Nearly a year after President Bush announced his plan to revamp the federal role in K-12 education, Congress appears on the cusp of delivering a final bill to the Oval Office.

As of last week, the last major hang-up boiled down to Democrats’ demand for more money. Otherwise, House and Senate education leaders said they had all but completed the bill to reauthorize the Elementary and Secondary Education Act and were making plans to hold a final meeting of the ESEA conference committee to ratify some unfinished business.

There is no doubt that the final package will have the president’s imprint. But how closely it resembles the 28-page plan Mr. Bush put forward just after taking office in January depends in part on the observer’s perspective.

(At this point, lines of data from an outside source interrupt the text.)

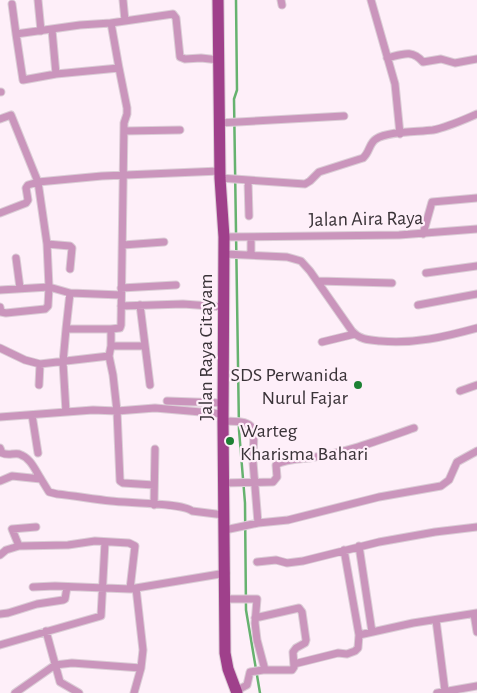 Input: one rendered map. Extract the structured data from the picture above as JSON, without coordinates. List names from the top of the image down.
{
  "streets": {
    "main road": ["Jalan Raya Citayam"],
    "street": ["Jalan Aira Raya"]
  },
  "crossings": [
    ["Jalan Aira Raya", "Jalan Raya Citayam"]
  ],
  "places": ["SDS Perwanida Nurul Fajar", "Warteg Kharisma Bahari"]
} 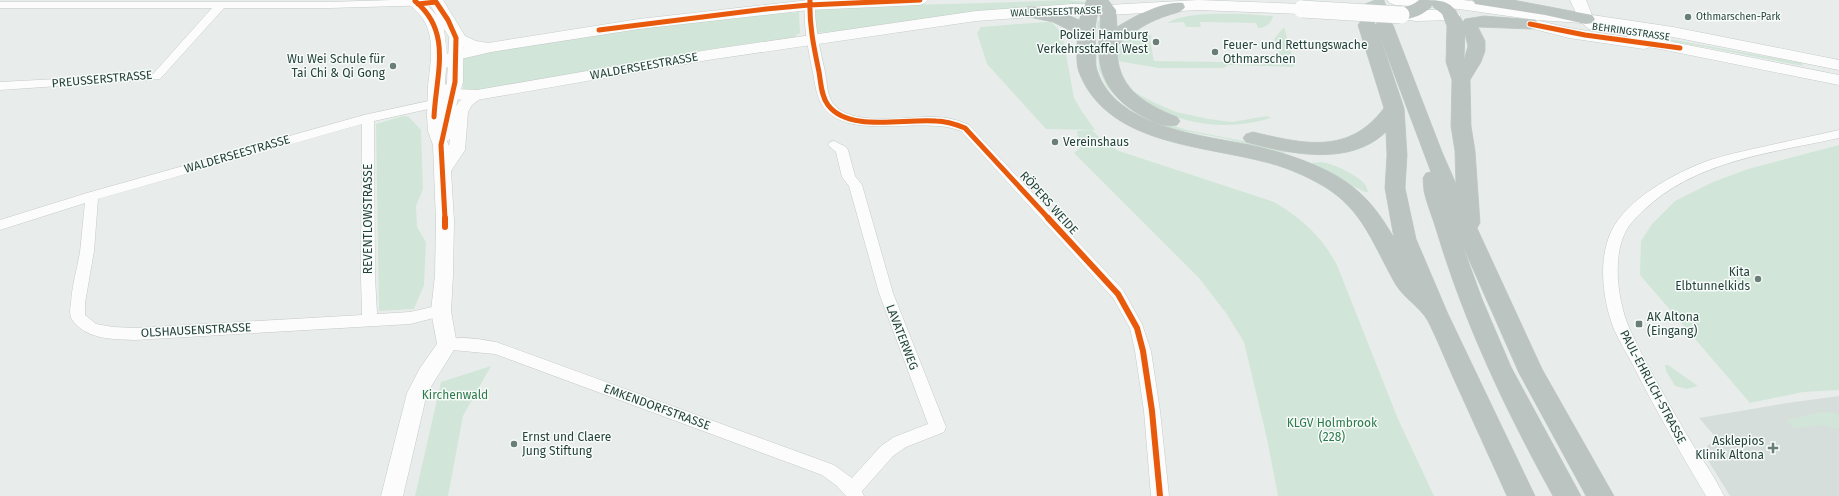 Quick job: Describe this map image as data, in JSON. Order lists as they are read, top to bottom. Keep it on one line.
{"streets":{"main road":["WALDERSEESTRASSE","BEHRINGSTRASSE"],"street":["PREUSSERSTRASSE","RÖPERS WEIDE","REVENTLOWSTRASSE","OLSHAUSENSTRASSE","LAVATERWEG","PAUL-EHRLICH-STRASSE","EMKENDORFSTRASSE"]},"crossings":[["WALDERSEESTRASSE","BEHRINGSTRASSE"],["WALDERSEESTRASSE","RÖPERS WEIDE"],["WALDERSEESTRASSE","REVENTLOWSTRASSE"],["WALDERSEESTRASSE","OLSHAUSENSTRASSE"],["REVENTLOWSTRASSE","OLSHAUSENSTRASSE"],["LAVATERWEG","EMKENDORFSTRASSE"]],"parks":["Kirchenwald","KLGV Holmbrook (228)"],"places":{"other":["Othmarschen-Park","Polizei Hamburg Verkehrsstaffel West","Feuer- und Rettungswache Othmarschen","Wu Wei Schule für Tai Chi & Qi Gong","Vereinshaus","Kita Elbtunnelkids","Ernst und Claere Jung Stiftung"],"transit":["AK Altona (Eingang)"],"health":["Asklepios Klinik Altona"]}} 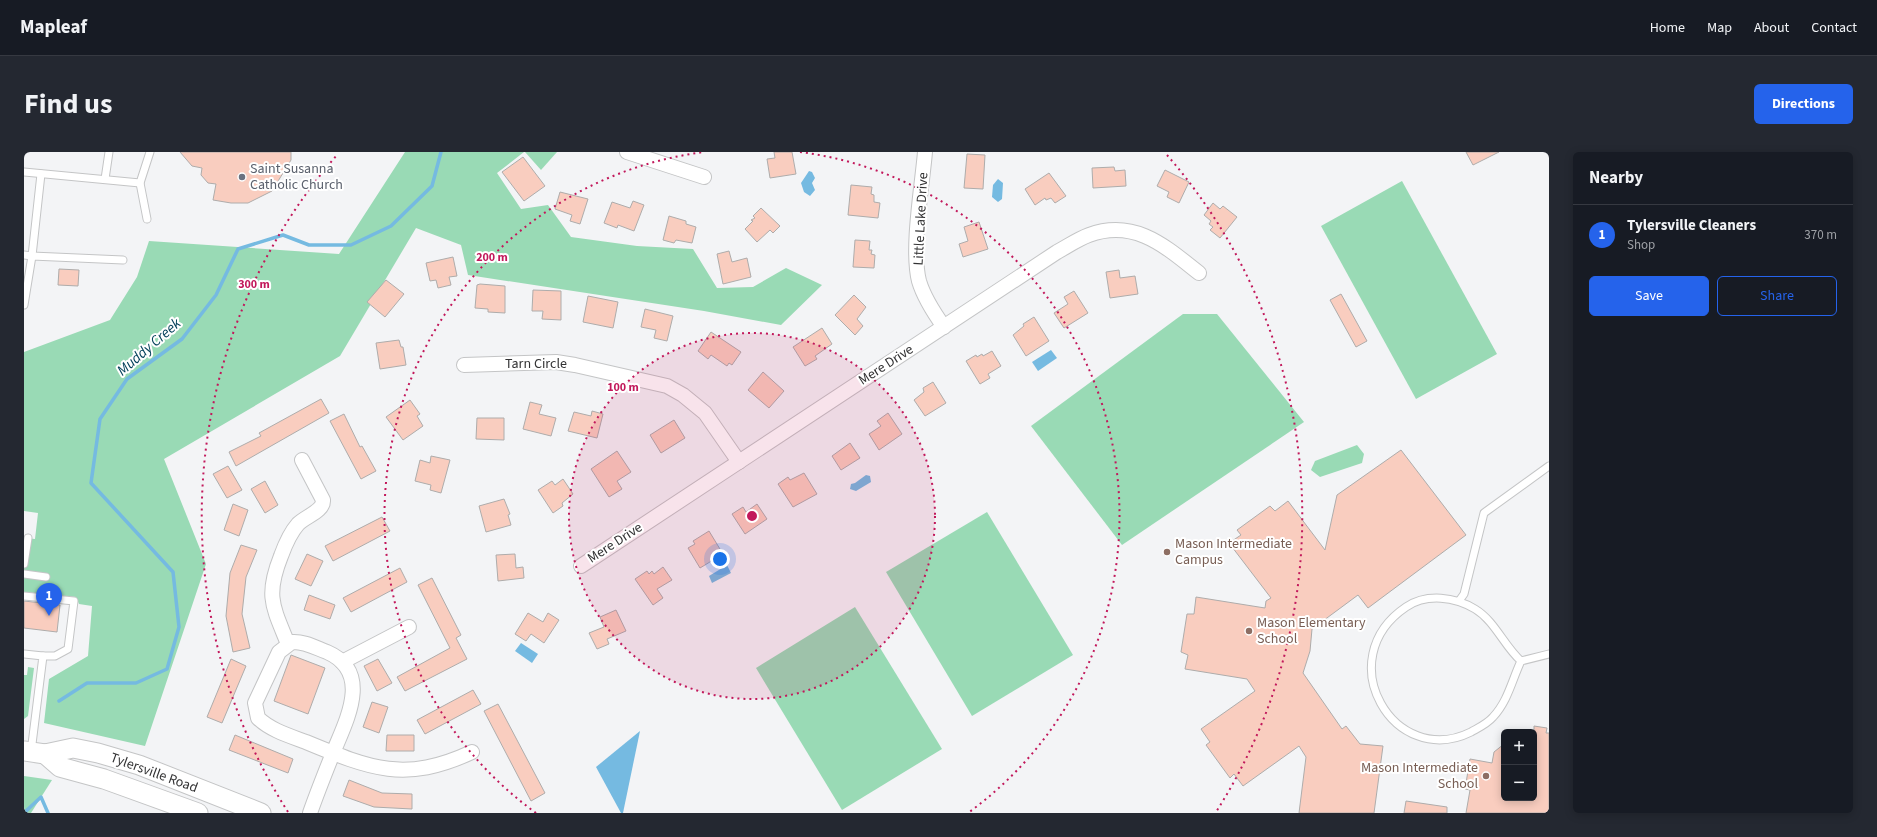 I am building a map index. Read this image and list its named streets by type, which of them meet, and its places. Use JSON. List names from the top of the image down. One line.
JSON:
{"streets":{"main road":["Tylersville Road"],"street":["Little Lake Drive","Tarn Circle","Mere Drive"]},"crossings":[["Little Lake Drive","Mere Drive"],["Tarn Circle","Mere Drive"]],"water":["Muddy Creek"],"places":["Saint Susanna Catholic Church","Mason Intermediate Campus","Mason Elementary School","Mason Intermediate School"],"page":{"header":"Mapleaf","nav":["Home","Map","About","Contact"],"title":"Find us","buttons":["Directions",["Save","Share"]],"heading":"Nearby","list":[{"mark":"1","name":"Tylersville Cleaners","note":"Shop","value":"370 m"}],"pins":"1","map_buttons":["+","−"]},"rings":["200 m","300 m","100 m"]}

“On the score sheet, we think the legislation really goes a long way toward fulfilling the president’s vision, the president’s priorities,” said Sandy Kress, Mr. Bush’s chief education adviser. Among other provisions, he noted new testing requirements, greater demands for raising student achievement, expanded options for children in low-performing schools, and added flexibility in spending federal aid.

Mr. Kress cautioned, however, that final legislative language in some key areas had not yet been worked out. And he conceded that the bill differs materially from the president’s plan. For example, the measure would hand states notably less spending flexibility than the president proposed.

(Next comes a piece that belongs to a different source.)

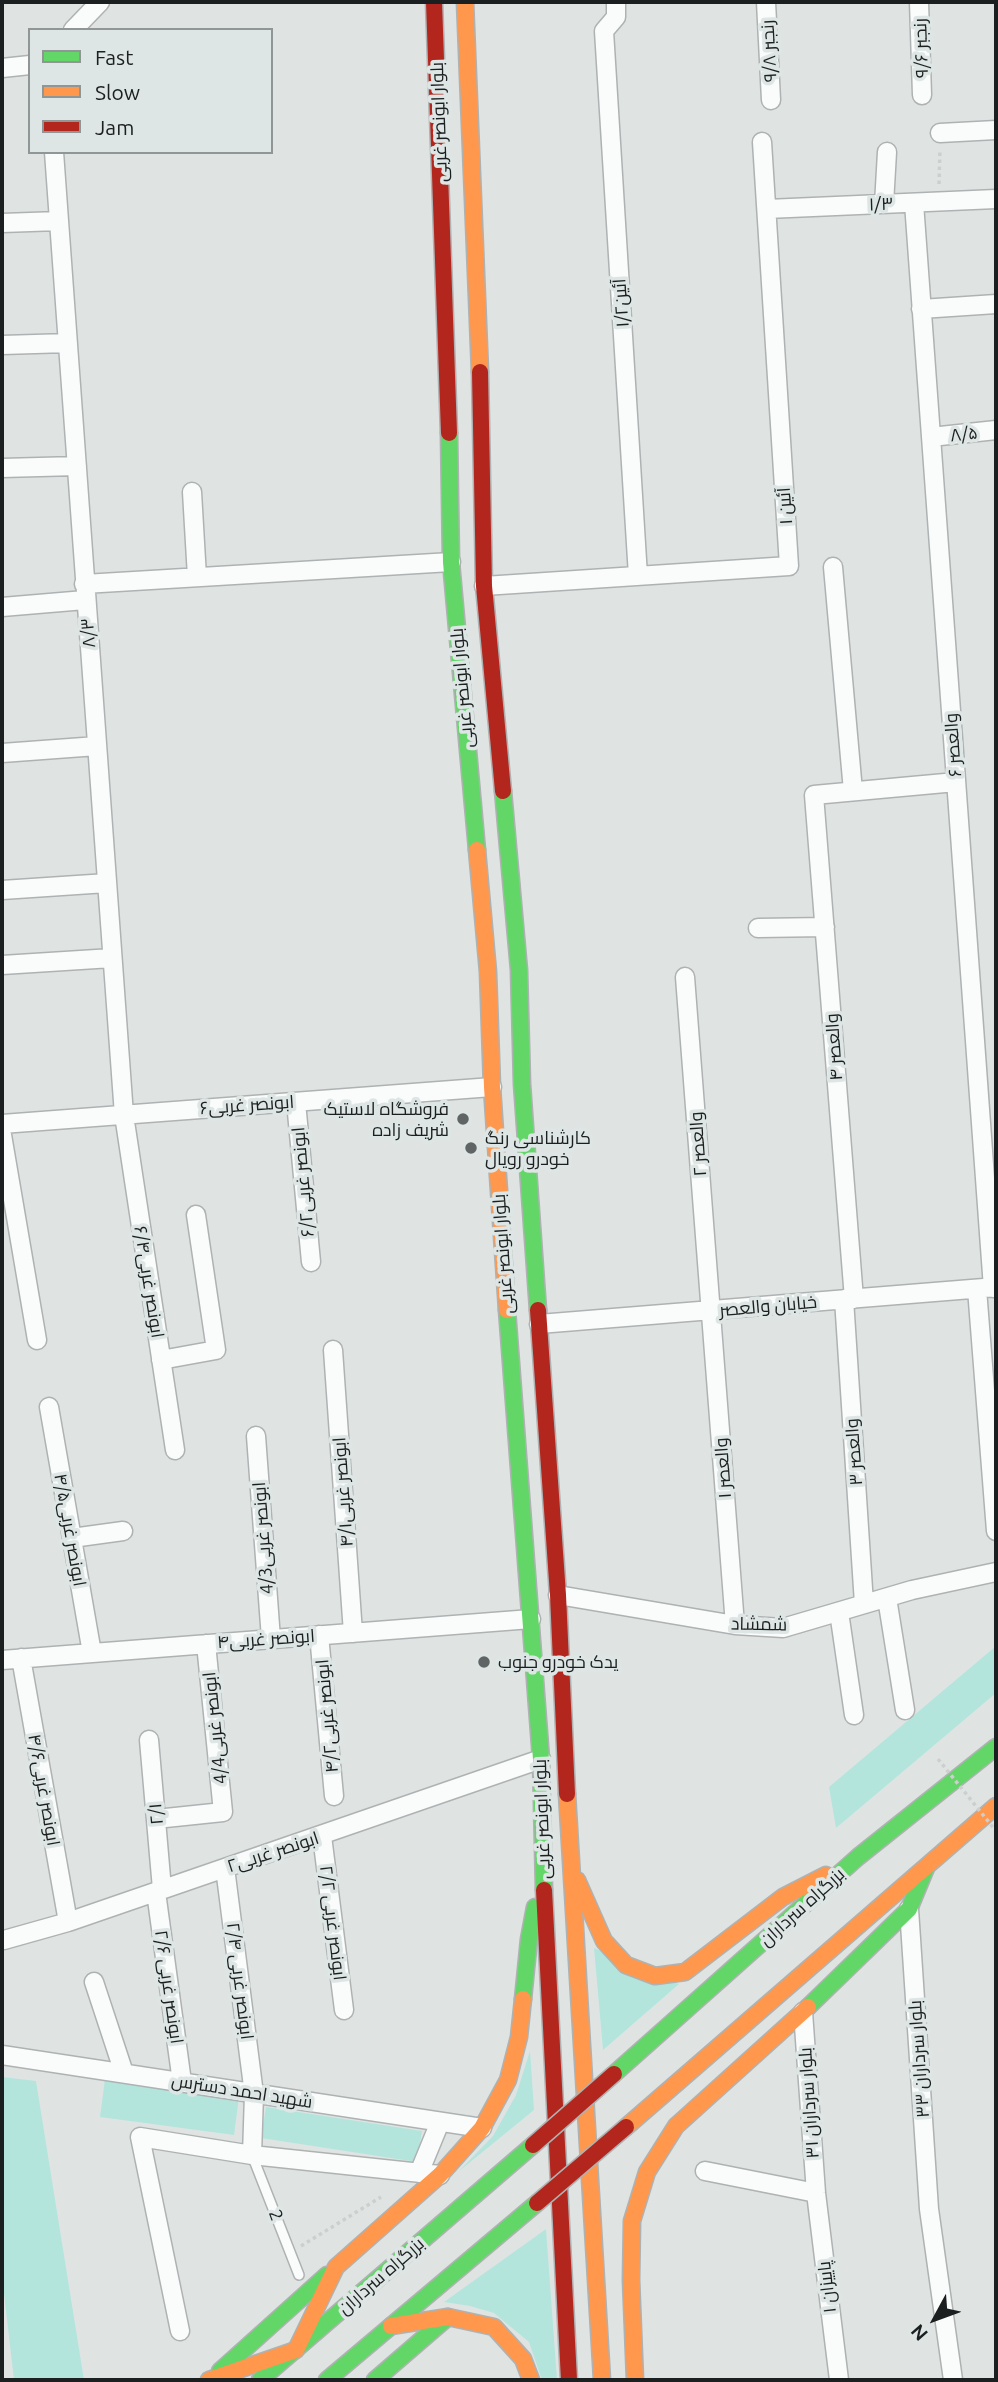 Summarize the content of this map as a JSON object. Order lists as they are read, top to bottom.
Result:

“We would have liked more,” Mr. Kress said.

Some conservatives outside the administration are decidedly tepid about the package.

“It’s a modest improvement over current law. Nothing to celebrate,” said Chester E. Finn, Jr., the president of the Thomas B. Fordham Foundation and an assistant secretary of education under President Reagan.

“This bill is to the president’s original proposal as Burger King is to a five-star restaurant. You can get fed there, and that’s better than being hungry,” he said. “Much of what I liked ... has vanished.”

One of Mr. Finn’s main disappointments was the early elimination of President Bush’s plan to provide private school vouchers for students in failing schools. Democrats made it clear from the beginning that vouchers were a non-starter.

Overall, the final bill will contain provisions for practically all sides to like and dislike.

“It’s a classic combination of taking a little something from everyone,” said Dan Gerstein, a spokesman for Sen. Joseph I. Lieberman, D-Conn.

‘The Big Kahuna’

The money issue remained unresolved last week. Democrats, and a handful of Republicans, have been pushing to make special education funding mandatory, locking in large increases over several years and skipping the annual appropriations process.

Even though special education is subject to a separate law—the Individuals with Disabilities Education Act—some lawmakers saw this year’s ESEA debate as a golden opportunity to press the matter.

Part of the thinking is that by making IDEA funding mandatory, Congress could free up billions of dollars more in discretionary spending—a different part of the federal ledger—for ESEA programs. President Bush has proposed an additional $1 billion for state grants under the IDEA for fiscal 2002, but opposes locking in mandatory increases.

Late last month, supporters of mandatory funding for special education put the issue before the 39-member House-Senate conference committee on the ESEA.

Senate Democrats were joined by three Republicans in pushing for the change, but the GOP majority on the House side defeated the measure. To be included in the final bill, the rules of the conference committee dictate that a majority of conferees in both chambers agree to a measure.

“This is the big kahuna,” said Sen. Tom Harkin, D-Iowa, who succeeded last spring in attaching the proposal on special education funding to the Senate ESEA bill. He said the provision represented the best chance for Congress to “fully fund” its share of special education costs, “not rhetorically, but actually.”

House Republicans were united in rejecting the proposal. They said they support reaching full funding—generally defined as federal payment of the additional cost of educating a special education student under the IDEA’s mandates. That added cost is pegged at 40 percent of the cost of educating a student without a disability. But any such proposal should await the IDEA reauthorization next year, the Republicans argued.

As of last week, the Democrats’ strategy remained unclear. They have a majority in the Senate and could hold up the final conference report.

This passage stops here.